The young lady spoke first.
“Mr. Goldenheart,” she said, with the coldest possible politeness, “perhaps you will be good enough to explain what this means?”
She turned back into the dining-room. Amelius followed her in silence. “Here I am, in another scrape with a woman!” he thought to himself. “Are men in general as unlucky as I am, I wonder?”
“You needn’t close the door,” said Regina maliciously. “Everybody in the house is welcome to hear what I have to say to you.”
Amelius made a mistake at the outset — he tried what a little humility would do to help him. There is probably no instance on record in which humility on the part of a man has ever really found its way to the indulgence of an irritated woman. The best and the worst of them alike have at least one virtue in common — they secretly despise a man who is not bold enough to defend himself when they are angry with him.

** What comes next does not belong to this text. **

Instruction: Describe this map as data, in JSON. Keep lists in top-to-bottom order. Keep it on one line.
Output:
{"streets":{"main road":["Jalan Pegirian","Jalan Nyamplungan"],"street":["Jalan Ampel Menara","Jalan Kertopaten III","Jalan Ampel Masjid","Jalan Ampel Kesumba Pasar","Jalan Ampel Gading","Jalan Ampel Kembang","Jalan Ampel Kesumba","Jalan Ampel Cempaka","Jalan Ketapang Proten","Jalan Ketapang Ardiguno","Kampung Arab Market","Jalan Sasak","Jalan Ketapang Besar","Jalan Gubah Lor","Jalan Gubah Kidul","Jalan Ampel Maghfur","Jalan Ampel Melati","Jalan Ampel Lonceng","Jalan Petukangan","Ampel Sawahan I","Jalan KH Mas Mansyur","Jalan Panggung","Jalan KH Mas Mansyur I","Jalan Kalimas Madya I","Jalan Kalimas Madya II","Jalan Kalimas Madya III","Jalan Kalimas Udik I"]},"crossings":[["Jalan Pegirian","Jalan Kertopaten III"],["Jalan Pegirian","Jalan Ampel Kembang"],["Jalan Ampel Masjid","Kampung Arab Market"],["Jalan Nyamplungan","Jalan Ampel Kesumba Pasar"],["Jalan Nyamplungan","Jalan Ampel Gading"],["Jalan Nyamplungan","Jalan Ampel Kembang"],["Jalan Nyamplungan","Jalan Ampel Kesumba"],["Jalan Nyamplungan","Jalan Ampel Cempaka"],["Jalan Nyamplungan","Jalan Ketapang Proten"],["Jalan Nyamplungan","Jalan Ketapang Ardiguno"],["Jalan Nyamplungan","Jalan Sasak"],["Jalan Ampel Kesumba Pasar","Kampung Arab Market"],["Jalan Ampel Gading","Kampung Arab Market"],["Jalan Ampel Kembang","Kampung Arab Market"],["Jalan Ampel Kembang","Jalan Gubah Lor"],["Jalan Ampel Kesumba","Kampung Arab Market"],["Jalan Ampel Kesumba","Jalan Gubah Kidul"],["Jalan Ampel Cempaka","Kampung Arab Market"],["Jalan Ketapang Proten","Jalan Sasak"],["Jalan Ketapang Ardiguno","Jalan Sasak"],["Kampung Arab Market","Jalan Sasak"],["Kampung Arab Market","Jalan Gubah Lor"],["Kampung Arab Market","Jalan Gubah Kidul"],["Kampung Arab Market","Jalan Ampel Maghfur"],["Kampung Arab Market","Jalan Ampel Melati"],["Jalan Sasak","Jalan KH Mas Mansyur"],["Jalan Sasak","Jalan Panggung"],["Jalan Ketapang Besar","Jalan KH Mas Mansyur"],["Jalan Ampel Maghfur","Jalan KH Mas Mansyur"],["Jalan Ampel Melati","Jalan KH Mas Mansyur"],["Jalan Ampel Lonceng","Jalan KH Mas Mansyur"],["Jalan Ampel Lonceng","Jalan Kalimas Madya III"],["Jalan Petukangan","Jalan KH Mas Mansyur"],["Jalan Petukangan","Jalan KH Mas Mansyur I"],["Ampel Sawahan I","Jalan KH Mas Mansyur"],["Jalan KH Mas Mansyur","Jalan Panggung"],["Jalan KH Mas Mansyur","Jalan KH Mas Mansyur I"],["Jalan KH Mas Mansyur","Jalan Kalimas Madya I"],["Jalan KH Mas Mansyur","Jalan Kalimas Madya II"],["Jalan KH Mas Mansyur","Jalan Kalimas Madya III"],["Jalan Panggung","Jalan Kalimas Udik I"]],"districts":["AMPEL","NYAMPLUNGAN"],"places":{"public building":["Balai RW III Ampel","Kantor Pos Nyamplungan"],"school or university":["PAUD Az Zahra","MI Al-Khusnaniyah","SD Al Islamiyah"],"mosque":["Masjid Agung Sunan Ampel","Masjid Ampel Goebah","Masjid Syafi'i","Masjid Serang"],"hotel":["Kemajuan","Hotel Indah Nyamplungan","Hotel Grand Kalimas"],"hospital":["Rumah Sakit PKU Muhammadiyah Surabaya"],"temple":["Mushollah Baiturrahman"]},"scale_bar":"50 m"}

“I hope I have not offended you?” Amelius ventured to say.
She tossed her head contemptuously. “Oh dear, no! I am not offended. Only a little surprised at your being so very ready to oblige my aunt.”
In the short experience of her which had fallen to the lot of Amelius, she had never looked so charmingly as she looked now. The nervous irritability under which she was suffering brightened her face with the animation which was wanting in it at ordinary times. Her soft brown eyes sparkled; her smooth dusky cheeks glowed with a warm red flush; her tall supple figure asserted its full dignity, robed in a superb dress of silken purple and black lace, which set off her personal attractions to the utmost advantage. She not only roused the admiration of Amelius — she unconsciously gave him back the self-possession which he had, for the moment, completely lost. He was man enough to feel the humiliation of being despised by the one woman in the world whose love he longed to win; and he answered with a sudden firmness of tone and look that startled her.
“You had better speak more plainly still, Miss Regina,” he said. “You may as well blame me at once for the misfortune of being a man.”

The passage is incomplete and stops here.